When Lucinda Williams’ breakout album “Automotive Wheels on a Gravel Road” was nearly ready for release in 1998, the pinnacle of her record label desired to hire filmmaker Paul Schrader to make a video for one in all the songs.
She was intrigued because his resume included the screenplay for “Taxi Driver” and other work with Martin Scorsese.
She agreed to satisfy him at a Nashville restaurant.
He had apparently been drinking heavily when Williams greeted him at his table.
“The very first thing he said to me,” Williams recalls, “was,” ‘If I wasn’t so f–ked up at once, I’d probably attempt to get inside your pants.’ ”
That was the tip of the project — and “Automotive Wheels” did just nice with no video, winning acclaim and a Grammy.
In her recent memoir, “Don’t Tell Anybody the Secrets I told You” (Crown), Williams, 70, reveals this and many other secrets.
A singer and songwriter with deep Southern roots — born within the Louisiana city of Lake Charles — her songs tell tales of affection, lust and loss, God and the devil.
Essentially the most jarring stories within the book are about Williams’ mother, Lucille, who suffered from mental illness.
She writes of a time when she was 3 and her mother locked her in a closet, because, her father told her, ‘You were being a typical 3-year-old and crying and he or she couldn’t handle it.’
“Once I give it some thought now, it sounds so horrible. How could a mother do this? But there was all the time my dad there to say, ‘She will’t help it. It’s not her fault. She’s not well.”

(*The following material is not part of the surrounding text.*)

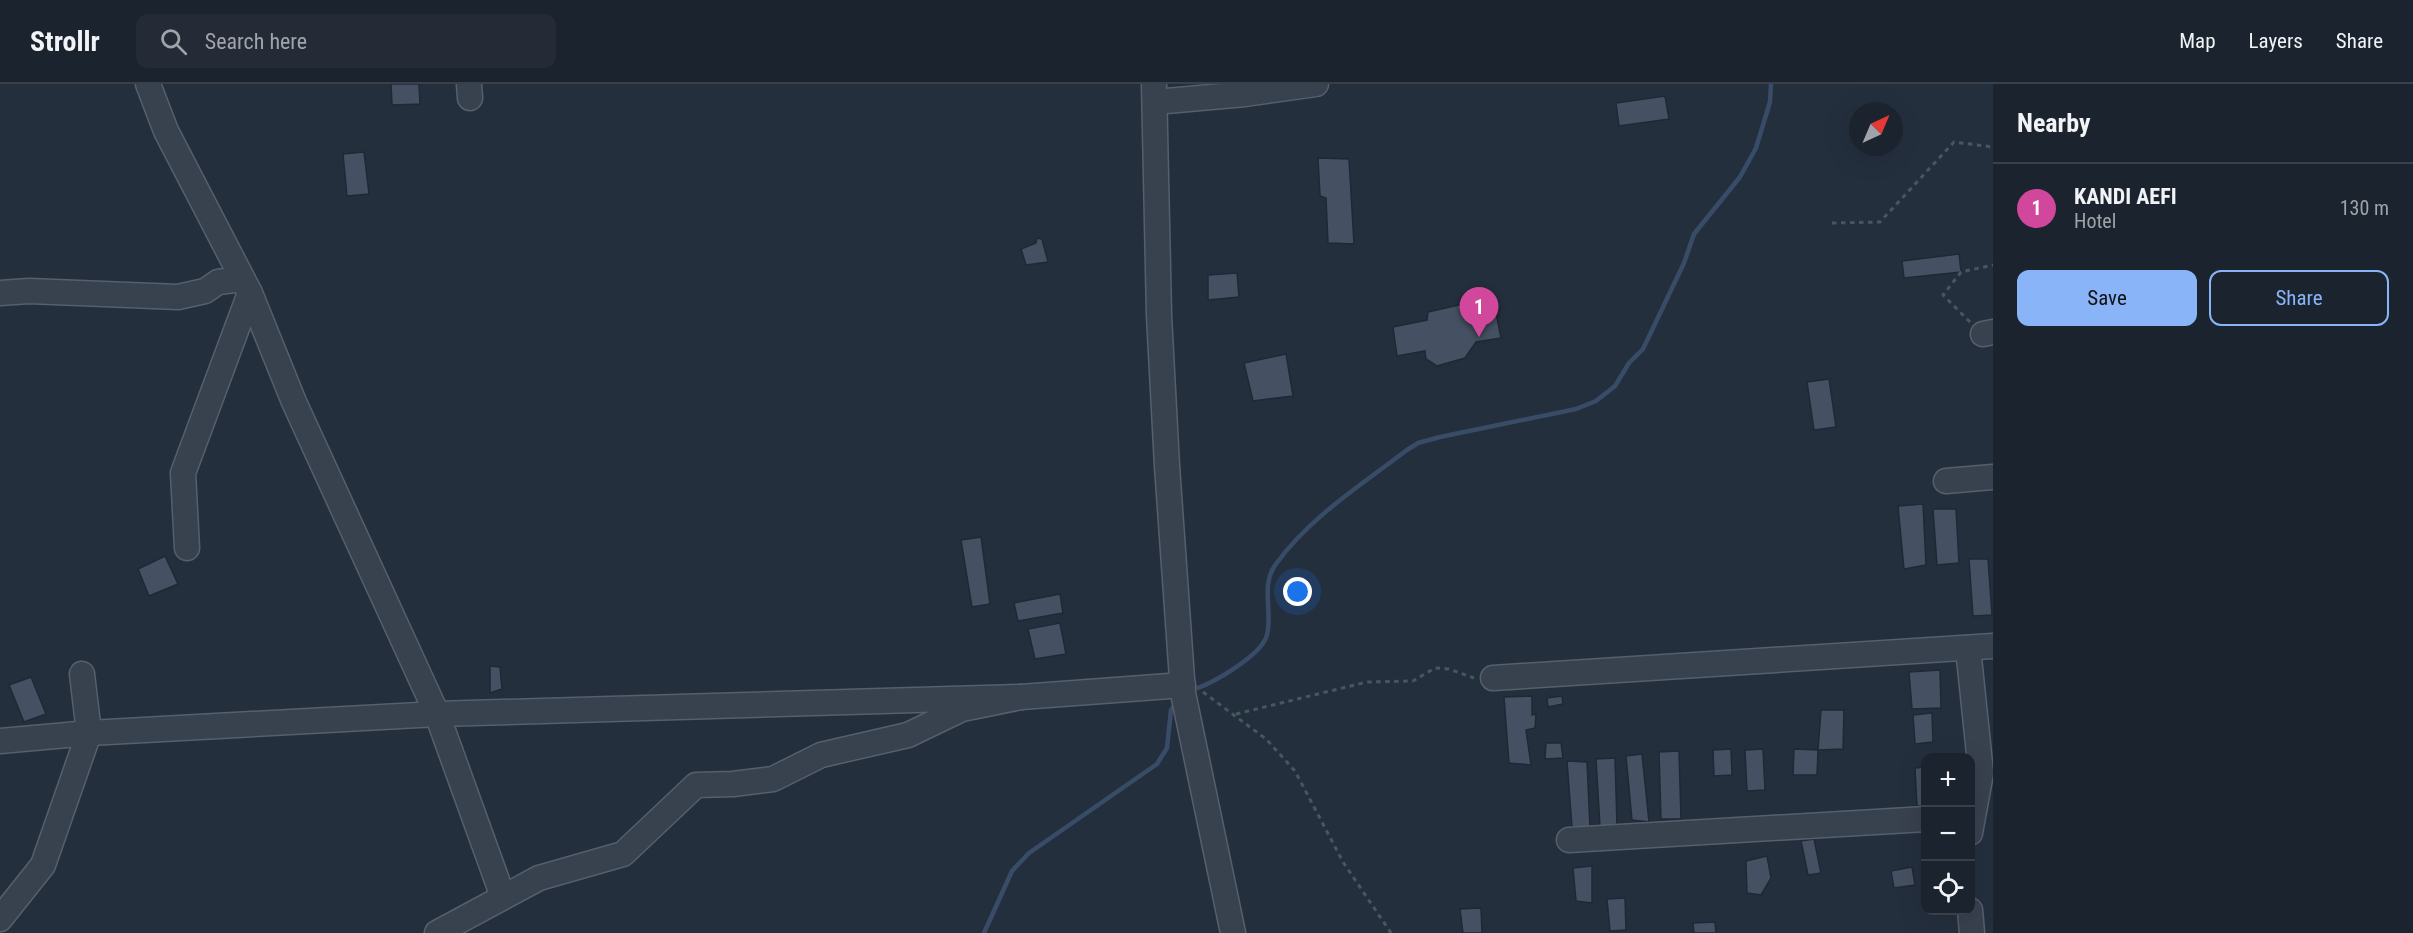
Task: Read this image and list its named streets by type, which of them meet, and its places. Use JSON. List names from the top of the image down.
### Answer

Much later, her father, the poet and professor Miller Williams, told Lucinda that her mother had been sexually molested by her own father — a Methodist minister — and a number of of her brothers as a toddler. Williams relied on her father for care and support, and it was his literary life that had an enormous influence on her and her songwriting.
Williams says she’s still working through numerous that childhood trauma, writing songs about it, but not talking about it.
One in every of those songs, is the title track for “Automotive Wheels.”
When her mother would go to a mental hospital for a spell, Willams’ father might take her and her younger brother and sister to remain someplace else.
That turns up within the haunting lyrics: “Child within the back seat ’bout 4 or 5 years//Lookin’ out the window//Little little bit of dirt mixed with tears//Automotive wheels on a gravel road . . .”
When Williams was 11, her family spent a yr in Santiago, Chile, for a poetry scholarship her father was awarded.
Upon moving back to Baton Rouge, her father met her future stepmother, Jordan.
He was 35 and Jordan was his 18- or 19-year-old student at LSU. Lucinda was 12.
“Jordan got here into the home as an additional guardian or babysitter,” Williams writes, regardless that her parents hadn’t separated yet.
Williams doesn’t shrink back from revelations about quite a few broken relationships with men.
Some didn’t even involve sex.
“Flirting could be very underrated,” Williams writes of musical bad-boy Ryan Adams, 21 years younger than her.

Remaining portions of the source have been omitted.